>>>
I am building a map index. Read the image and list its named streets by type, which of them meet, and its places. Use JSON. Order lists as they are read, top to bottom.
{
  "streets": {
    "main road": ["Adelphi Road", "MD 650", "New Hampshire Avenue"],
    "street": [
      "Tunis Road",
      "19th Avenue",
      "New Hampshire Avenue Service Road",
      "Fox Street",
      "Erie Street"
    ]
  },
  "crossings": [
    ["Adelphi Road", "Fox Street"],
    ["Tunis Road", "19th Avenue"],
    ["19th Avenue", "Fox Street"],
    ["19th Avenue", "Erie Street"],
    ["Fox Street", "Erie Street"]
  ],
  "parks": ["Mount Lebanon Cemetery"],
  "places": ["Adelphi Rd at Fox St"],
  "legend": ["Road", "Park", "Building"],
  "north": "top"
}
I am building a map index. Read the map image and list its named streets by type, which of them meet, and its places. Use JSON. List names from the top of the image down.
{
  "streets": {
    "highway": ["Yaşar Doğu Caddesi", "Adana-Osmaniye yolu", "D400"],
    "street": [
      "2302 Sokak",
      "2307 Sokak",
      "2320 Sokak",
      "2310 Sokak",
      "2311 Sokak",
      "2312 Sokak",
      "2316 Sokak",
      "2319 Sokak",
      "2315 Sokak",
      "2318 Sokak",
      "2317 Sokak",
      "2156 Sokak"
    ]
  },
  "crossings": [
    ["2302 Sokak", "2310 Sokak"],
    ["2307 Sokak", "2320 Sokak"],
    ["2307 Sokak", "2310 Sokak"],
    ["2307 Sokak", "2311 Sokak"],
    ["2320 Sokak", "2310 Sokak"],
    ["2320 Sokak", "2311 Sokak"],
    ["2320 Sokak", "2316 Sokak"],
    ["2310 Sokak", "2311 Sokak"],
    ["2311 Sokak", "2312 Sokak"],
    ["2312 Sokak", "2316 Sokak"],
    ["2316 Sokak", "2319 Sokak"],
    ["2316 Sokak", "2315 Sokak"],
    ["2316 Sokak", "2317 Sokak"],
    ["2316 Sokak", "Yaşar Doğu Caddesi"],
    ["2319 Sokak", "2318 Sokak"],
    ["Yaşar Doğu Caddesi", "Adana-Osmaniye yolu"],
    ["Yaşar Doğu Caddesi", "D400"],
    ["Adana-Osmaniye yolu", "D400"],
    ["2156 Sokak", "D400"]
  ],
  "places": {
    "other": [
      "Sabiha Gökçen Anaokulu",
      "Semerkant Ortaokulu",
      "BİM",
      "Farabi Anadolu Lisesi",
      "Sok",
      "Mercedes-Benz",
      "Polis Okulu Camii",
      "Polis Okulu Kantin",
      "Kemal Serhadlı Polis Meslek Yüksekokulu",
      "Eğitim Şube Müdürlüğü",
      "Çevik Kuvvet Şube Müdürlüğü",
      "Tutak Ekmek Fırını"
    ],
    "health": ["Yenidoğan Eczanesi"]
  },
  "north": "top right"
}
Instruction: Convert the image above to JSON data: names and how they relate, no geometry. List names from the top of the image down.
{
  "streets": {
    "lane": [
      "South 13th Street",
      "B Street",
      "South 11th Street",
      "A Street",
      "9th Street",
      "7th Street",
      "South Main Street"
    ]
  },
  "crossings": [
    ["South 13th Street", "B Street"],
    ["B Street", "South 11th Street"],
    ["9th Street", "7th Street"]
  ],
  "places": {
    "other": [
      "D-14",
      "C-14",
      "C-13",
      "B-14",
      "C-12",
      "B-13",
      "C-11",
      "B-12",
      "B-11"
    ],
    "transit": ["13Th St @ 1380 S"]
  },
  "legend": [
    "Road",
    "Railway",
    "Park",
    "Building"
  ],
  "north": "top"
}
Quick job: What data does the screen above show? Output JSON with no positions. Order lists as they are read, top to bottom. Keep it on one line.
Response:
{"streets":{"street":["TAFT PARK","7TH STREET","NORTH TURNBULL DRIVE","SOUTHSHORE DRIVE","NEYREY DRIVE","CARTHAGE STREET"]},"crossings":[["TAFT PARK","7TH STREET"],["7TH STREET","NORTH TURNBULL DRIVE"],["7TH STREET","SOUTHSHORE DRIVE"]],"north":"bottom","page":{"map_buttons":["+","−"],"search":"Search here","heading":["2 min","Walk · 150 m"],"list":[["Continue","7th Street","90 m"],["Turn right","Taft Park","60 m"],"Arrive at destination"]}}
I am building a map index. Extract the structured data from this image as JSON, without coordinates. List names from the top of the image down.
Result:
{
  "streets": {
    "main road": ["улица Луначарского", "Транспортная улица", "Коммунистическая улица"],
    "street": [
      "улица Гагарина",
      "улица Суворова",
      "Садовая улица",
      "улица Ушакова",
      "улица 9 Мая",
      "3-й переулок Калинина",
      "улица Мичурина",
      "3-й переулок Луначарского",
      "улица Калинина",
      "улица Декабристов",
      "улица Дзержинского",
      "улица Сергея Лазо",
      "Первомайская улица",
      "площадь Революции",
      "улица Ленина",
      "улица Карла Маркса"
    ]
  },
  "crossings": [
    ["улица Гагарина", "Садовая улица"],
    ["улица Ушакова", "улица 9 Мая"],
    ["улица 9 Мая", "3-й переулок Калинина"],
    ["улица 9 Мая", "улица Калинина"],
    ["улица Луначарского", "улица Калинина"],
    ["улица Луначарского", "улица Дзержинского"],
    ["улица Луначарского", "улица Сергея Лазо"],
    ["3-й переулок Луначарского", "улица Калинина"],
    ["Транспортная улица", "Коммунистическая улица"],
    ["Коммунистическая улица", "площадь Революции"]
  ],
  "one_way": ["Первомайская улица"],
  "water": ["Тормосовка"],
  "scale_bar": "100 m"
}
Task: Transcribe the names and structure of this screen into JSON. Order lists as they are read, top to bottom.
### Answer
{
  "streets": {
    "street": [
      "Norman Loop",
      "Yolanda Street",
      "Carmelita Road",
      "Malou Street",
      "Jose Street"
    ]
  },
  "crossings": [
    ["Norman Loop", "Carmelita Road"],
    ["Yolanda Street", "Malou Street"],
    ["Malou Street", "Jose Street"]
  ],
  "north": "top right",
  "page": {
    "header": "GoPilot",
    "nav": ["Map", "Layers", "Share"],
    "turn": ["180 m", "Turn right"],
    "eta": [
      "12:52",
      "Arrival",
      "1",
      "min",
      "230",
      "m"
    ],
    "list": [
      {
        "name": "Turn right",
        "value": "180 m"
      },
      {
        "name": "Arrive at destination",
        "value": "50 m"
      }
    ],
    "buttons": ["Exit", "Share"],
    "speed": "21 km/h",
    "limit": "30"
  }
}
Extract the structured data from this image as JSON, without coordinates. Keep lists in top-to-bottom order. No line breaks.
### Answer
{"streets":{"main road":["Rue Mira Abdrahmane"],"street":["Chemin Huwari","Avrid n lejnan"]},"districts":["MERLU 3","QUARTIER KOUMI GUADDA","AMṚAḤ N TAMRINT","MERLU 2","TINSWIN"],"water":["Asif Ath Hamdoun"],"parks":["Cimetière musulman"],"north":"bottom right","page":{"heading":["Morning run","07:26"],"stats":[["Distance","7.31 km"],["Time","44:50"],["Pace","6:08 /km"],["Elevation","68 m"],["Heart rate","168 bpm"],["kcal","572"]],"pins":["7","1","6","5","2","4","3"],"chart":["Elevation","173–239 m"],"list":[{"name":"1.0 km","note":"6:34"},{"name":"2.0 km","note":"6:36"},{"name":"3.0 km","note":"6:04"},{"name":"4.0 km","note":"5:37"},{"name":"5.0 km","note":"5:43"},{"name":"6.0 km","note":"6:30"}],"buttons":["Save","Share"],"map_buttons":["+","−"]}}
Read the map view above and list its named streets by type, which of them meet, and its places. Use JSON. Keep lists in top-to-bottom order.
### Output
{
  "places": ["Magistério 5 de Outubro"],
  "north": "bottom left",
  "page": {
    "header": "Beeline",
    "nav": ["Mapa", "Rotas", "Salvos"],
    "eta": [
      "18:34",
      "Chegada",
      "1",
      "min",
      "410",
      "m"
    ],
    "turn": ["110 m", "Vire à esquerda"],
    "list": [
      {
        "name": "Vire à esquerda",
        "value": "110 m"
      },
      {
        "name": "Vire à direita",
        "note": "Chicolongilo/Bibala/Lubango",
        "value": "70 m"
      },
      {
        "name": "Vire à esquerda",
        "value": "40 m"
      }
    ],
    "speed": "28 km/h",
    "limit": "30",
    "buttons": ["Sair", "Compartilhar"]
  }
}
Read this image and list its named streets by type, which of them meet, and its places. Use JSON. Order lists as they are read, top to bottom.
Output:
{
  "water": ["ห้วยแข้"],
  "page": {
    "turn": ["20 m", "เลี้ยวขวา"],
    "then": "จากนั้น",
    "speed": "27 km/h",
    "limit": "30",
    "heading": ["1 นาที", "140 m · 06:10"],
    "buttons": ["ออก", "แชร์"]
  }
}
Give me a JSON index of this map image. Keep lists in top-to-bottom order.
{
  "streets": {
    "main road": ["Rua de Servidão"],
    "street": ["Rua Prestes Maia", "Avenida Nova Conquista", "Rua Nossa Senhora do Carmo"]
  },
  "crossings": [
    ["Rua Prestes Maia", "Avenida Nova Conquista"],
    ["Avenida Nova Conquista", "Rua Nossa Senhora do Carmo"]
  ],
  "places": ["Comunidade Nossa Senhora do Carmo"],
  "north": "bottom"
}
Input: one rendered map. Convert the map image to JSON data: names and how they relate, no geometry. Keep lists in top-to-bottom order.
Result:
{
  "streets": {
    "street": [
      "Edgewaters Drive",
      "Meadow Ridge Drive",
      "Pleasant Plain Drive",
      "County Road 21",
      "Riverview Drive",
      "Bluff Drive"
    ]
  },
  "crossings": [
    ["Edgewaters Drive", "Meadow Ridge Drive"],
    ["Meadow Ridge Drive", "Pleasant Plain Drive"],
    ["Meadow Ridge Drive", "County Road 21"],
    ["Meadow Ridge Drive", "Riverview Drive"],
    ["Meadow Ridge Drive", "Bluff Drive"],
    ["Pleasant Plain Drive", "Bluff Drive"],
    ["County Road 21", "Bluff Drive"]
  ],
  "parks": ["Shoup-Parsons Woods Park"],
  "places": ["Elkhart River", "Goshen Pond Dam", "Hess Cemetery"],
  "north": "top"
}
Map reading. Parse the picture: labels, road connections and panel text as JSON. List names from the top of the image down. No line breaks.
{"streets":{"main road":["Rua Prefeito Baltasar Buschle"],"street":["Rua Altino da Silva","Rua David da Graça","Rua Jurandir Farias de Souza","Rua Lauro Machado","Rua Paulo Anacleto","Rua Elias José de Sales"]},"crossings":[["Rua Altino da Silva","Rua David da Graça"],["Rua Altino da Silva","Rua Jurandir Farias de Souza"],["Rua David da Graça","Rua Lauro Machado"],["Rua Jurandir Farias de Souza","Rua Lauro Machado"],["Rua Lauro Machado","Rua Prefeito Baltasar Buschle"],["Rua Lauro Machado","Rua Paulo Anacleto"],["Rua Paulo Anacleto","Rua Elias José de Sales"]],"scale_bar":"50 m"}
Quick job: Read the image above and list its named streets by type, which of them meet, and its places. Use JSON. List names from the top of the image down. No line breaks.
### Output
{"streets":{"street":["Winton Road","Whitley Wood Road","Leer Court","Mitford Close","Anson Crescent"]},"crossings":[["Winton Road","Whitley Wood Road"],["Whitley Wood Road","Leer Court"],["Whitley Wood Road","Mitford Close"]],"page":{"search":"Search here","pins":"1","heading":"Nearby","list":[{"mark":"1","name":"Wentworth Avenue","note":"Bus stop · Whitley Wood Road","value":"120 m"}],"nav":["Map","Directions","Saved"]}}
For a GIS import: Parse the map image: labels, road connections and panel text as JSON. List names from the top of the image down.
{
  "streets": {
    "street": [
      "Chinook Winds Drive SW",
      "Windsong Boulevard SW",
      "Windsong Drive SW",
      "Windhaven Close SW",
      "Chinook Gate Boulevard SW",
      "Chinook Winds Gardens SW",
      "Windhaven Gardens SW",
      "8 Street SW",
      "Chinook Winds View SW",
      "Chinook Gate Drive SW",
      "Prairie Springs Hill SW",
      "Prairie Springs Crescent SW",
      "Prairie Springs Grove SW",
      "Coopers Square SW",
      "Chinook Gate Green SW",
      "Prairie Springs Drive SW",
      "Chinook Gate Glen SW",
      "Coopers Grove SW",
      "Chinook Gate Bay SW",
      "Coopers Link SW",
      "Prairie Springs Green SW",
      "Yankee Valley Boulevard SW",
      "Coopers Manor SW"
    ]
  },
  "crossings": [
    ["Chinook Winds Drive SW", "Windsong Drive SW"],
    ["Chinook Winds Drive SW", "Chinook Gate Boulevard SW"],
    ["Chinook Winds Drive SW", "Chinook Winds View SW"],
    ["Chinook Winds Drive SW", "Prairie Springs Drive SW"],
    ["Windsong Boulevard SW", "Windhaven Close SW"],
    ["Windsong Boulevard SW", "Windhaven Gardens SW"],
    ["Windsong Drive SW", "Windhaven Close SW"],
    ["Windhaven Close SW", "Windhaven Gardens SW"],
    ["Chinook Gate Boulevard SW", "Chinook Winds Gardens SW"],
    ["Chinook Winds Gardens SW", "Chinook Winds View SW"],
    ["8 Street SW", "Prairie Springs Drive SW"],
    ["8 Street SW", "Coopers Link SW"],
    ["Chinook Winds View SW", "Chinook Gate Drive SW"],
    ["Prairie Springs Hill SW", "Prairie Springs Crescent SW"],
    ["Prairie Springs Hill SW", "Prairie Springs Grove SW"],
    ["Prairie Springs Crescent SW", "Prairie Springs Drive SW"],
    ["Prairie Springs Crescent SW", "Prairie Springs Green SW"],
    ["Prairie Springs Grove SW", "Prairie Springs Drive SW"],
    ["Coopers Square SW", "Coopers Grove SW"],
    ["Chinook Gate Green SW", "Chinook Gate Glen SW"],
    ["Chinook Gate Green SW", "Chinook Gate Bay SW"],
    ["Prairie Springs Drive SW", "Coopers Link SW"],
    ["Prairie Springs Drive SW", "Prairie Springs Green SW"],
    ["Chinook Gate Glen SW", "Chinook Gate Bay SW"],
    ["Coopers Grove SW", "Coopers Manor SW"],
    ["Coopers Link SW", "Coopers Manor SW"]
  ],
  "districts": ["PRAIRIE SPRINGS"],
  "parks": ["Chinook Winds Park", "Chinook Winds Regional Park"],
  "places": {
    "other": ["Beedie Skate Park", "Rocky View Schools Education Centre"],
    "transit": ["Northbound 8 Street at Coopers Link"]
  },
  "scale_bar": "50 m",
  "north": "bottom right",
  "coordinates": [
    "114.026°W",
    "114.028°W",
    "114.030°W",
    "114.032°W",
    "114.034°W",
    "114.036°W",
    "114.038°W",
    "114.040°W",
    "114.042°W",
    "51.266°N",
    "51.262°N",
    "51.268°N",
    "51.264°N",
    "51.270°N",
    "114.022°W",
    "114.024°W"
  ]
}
<<<
▶ **Activity**
Everything above from the line containing "Read this image" down to the line containing "Input: one rendered" should be copied exactly, both end lines included, and nothing else.

▶ **Exercise answer**
Read this image and list its named streets by type, which of them meet, and its places. Use JSON. Order lists as they are read, top to bottom.
Output:
{
  "water": ["ห้วยแข้"],
  "page": {
    "turn": ["20 m", "เลี้ยวขวา"],
    "then": "จากนั้น",
    "speed": "27 km/h",
    "limit": "30",
    "heading": ["1 นาที", "140 m · 06:10"],
    "buttons": ["ออก", "แชร์"]
  }
}
Give me a JSON index of this map image. Keep lists in top-to-bottom order.
{
  "streets": {
    "main road": ["Rua de Servidão"],
    "street": ["Rua Prestes Maia", "Avenida Nova Conquista", "Rua Nossa Senhora do Carmo"]
  },
  "crossings": [
    ["Rua Prestes Maia", "Avenida Nova Conquista"],
    ["Avenida Nova Conquista", "Rua Nossa Senhora do Carmo"]
  ],
  "places": ["Comunidade Nossa Senhora do Carmo"],
  "north": "bottom"
}
Input: one rendered map. Convert the map image to JSON data: names and how they relate, no geometry. Keep lists in top-to-bottom order.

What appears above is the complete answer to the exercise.